Other area ceremonies included:
- A 24-hour vigil at Kansas University's Vietnam Memorial, with a speech by retired Marine Corps Maj. Gen. Clayton Comfort, a 1953 KU graduate.
- A speech by Col. Royal Brown, a Leavenworth resident and veteran of three wars, at McLouth High School's Veterans Day assembly.
- The first Veterans Day ceremony since the reopening of the Liberty Memorial in Kansas City, Mo., on the memorial's south lawn.

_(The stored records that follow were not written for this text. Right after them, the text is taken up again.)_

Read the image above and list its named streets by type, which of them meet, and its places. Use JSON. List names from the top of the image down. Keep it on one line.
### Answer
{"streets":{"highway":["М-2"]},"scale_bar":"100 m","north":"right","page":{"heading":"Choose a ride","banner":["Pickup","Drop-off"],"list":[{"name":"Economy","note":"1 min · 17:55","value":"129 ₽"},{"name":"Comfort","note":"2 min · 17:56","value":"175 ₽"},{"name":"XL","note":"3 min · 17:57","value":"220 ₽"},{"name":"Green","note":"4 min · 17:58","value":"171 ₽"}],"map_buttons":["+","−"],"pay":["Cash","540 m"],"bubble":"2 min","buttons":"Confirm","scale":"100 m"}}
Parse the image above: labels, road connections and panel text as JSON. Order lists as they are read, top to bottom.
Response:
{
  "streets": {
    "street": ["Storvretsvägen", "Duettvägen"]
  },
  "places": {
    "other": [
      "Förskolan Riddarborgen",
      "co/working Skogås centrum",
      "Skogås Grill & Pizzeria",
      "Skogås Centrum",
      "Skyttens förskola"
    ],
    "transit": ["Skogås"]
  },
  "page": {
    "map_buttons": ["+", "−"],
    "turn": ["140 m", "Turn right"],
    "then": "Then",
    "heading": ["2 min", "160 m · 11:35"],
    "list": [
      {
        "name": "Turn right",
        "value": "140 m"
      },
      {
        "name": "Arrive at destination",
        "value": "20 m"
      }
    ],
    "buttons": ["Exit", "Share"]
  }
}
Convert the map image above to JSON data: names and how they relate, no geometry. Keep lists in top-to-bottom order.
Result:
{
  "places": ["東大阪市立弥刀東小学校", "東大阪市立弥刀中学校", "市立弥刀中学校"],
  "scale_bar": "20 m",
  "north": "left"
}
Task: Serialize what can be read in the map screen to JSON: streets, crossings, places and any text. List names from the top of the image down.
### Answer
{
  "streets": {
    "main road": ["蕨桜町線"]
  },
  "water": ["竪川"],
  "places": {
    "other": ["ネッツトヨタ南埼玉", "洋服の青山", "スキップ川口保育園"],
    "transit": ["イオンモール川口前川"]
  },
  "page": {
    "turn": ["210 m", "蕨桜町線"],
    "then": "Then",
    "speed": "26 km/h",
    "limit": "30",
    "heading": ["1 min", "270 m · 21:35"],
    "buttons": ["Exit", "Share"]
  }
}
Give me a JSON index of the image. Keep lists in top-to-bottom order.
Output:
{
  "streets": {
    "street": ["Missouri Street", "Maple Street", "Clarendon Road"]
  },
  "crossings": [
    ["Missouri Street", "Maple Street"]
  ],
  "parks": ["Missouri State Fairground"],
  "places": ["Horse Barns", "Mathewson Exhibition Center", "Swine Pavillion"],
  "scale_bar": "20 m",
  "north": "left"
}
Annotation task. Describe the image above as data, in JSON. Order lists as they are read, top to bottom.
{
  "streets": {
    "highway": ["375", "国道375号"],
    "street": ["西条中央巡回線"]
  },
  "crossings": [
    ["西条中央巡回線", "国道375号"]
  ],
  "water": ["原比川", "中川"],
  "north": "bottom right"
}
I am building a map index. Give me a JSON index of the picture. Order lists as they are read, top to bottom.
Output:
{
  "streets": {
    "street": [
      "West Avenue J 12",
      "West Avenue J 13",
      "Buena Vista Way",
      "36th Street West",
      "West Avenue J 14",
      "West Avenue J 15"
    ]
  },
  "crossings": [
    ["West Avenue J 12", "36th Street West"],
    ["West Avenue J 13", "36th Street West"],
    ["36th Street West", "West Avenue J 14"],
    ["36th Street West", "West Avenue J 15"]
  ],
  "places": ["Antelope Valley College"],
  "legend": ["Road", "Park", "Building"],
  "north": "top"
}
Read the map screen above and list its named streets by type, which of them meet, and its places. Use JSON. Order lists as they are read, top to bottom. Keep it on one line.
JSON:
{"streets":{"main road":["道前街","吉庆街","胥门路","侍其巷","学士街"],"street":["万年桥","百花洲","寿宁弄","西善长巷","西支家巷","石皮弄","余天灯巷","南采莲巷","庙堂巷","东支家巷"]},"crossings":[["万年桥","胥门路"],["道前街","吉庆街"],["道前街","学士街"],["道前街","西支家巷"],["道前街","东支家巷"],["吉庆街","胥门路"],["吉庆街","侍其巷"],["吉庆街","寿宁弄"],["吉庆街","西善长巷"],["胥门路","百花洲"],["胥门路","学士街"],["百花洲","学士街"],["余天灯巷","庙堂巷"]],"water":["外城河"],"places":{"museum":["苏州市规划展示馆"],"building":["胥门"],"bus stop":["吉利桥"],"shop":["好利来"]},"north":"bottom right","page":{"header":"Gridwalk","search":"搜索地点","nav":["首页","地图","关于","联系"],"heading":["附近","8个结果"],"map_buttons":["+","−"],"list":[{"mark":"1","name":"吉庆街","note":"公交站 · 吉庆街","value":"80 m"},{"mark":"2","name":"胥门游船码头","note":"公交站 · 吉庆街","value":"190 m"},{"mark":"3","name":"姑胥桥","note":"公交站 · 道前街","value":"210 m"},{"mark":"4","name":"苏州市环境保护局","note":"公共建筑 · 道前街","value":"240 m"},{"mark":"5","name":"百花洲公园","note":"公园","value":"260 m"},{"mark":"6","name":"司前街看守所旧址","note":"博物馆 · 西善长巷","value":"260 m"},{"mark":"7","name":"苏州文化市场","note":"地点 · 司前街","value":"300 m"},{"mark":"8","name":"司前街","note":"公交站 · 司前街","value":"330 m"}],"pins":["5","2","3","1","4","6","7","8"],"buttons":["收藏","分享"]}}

- The statewide ceremony in Topeka, featuring a flyover by a KC-135 tanker. Gov.-elect Kathleen Sebelius also spoke, quoting Abraham Lincoln's Gettysburg Address.
Korean War veterans
Paul Idol, a Korean War veteran and retired Army colonel, joined Sebelius in laying flowers at the foot of the state's Veterans Memorial. The memorial is an 8-foot-tall granite obelisk on the south side of the Statehouse grounds.
Gardner noted that this year's ceremony was designed to honor all veterans, but soldiers in the 1950-53 Asian conflict especially.
"The Korean veterans haven't had too many things to honor them, really," said Idol, a retired teacher and principal from Topeka.
Fifty years ago, Idol was a 20-year-old in an infantry unit who'd started his service in Korea. He soon became a combat medic.
Monday's ceremony brought back some memories. For one thing, he said, the chill in the air reminded him of Korean weather.
"This is a fairly good example of Korea," he said. "There, we had the north winds out of Manchuria."
Back in Lawrence, one Hillcrest fifth-grader said she learned an important lesson.
"I think I learned how important Veterans Day is," Mica Mendez said. "It's important so we can remember the people that helped this country be free."